Work to be completed = Please restate every record below word for word and skip the pictures.

Source data =
------------------------------------

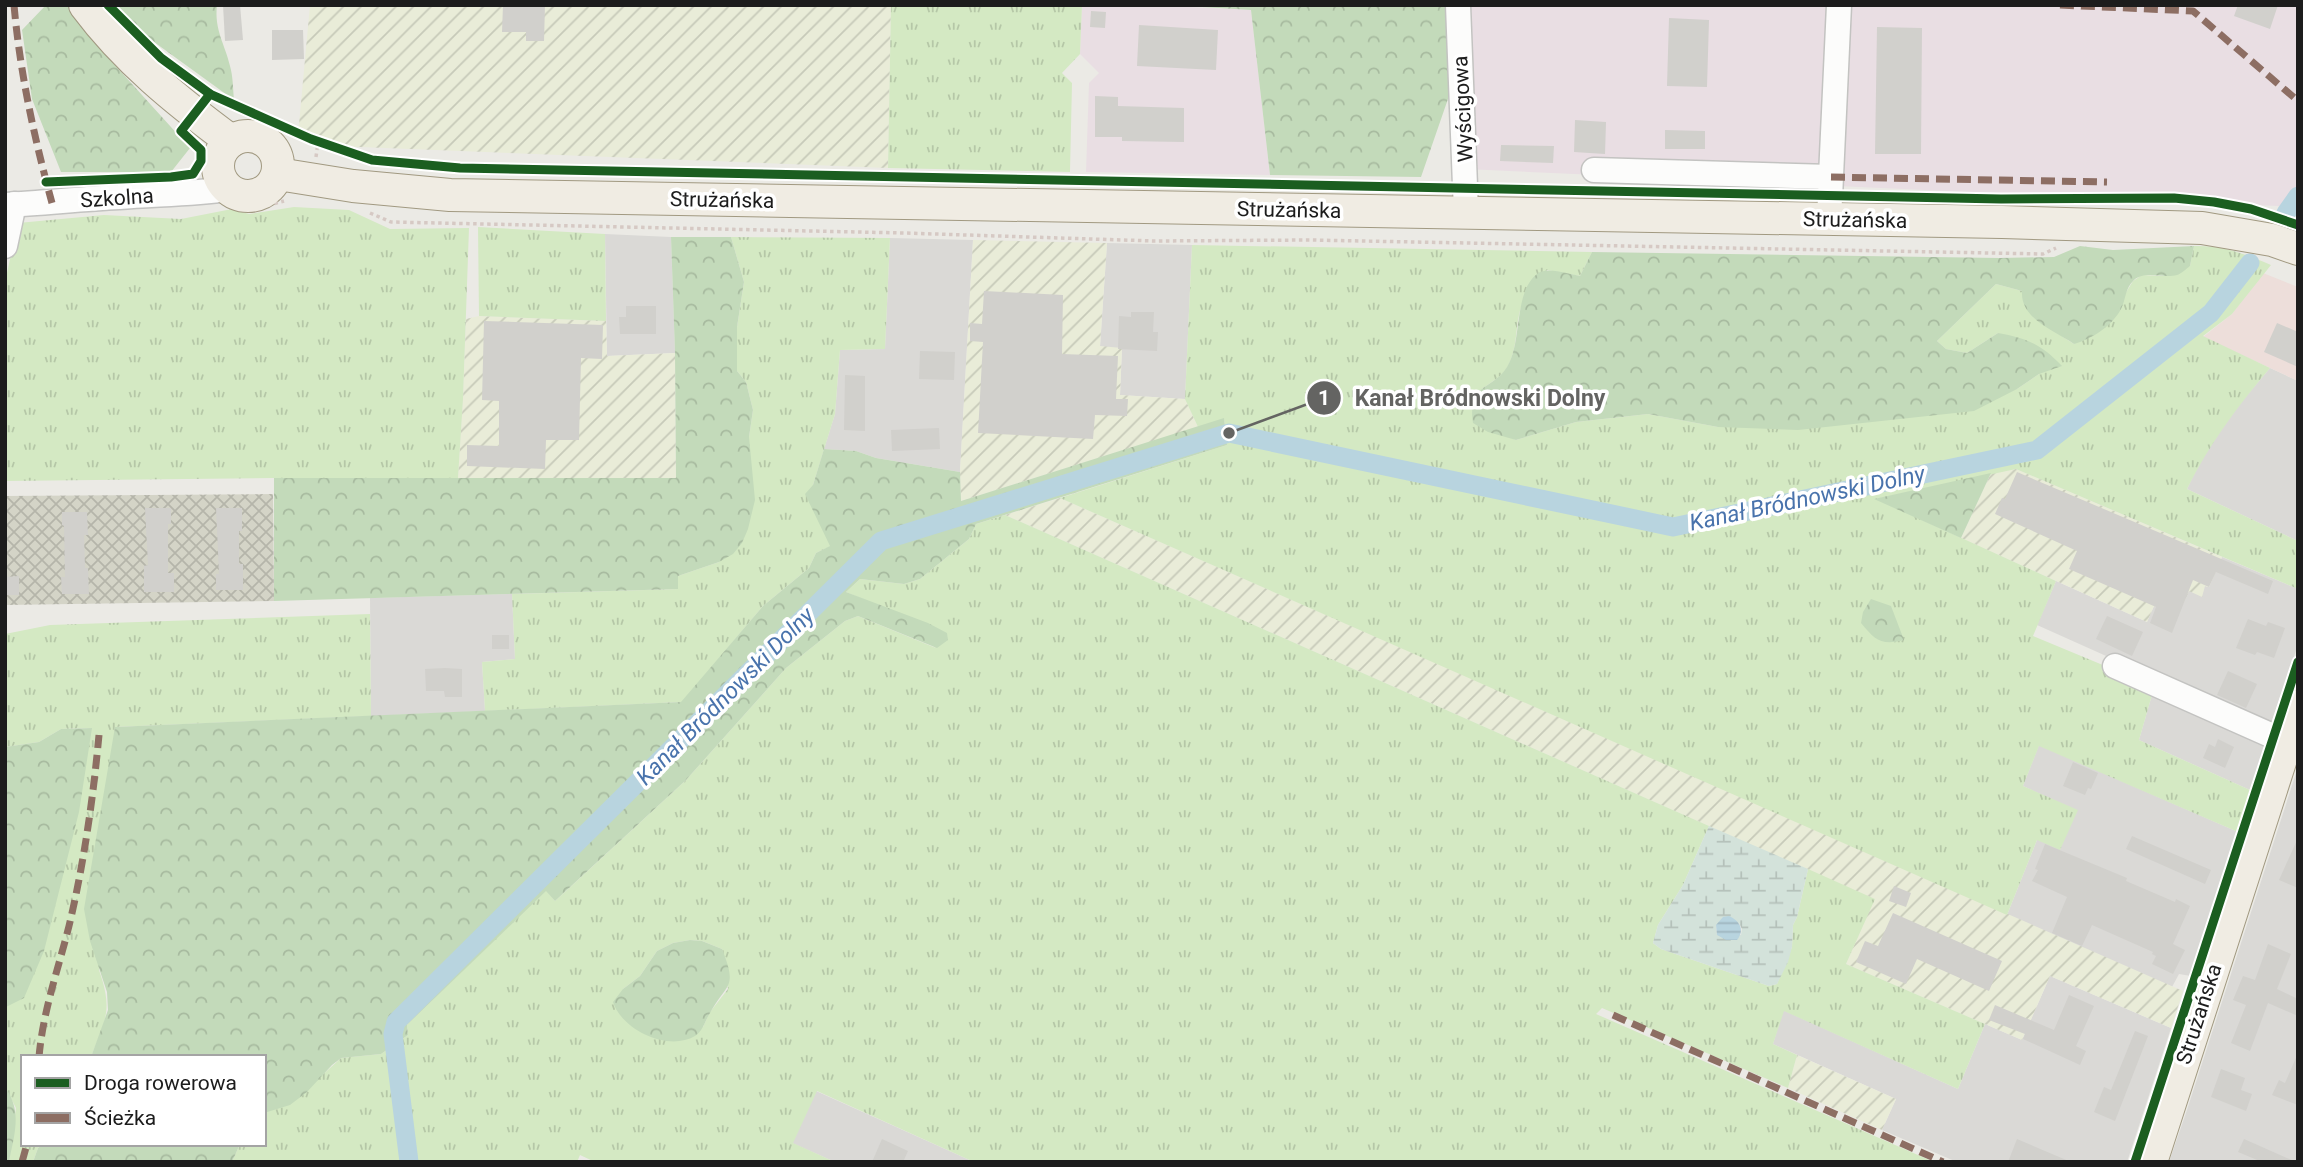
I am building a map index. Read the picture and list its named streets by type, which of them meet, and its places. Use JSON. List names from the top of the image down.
{
  "streets": {
    "main road": ["Strużańska"],
    "street": ["Wyścigowa", "Szkolna"]
  },
  "crossings": [
    ["Wyścigowa", "Strużańska"],
    ["Szkolna", "Strużańska"]
  ],
  "water": ["Kanał Bródnowski Dolny"],
  "places": ["Kanał Bródnowski Dolny"],
  "legend": ["Droga rowerowa", "Ścieżka"]
}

------------------------------------

The completed task =
I am building a map index. Read the picture and list its named streets by type, which of them meet, and its places. Use JSON. List names from the top of the image down.
{
  "streets": {
    "main road": ["Strużańska"],
    "street": ["Wyścigowa", "Szkolna"]
  },
  "crossings": [
    ["Wyścigowa", "Strużańska"],
    ["Szkolna", "Strużańska"]
  ],
  "water": ["Kanał Bródnowski Dolny"],
  "places": ["Kanał Bródnowski Dolny"],
  "legend": ["Droga rowerowa", "Ścieżka"]
}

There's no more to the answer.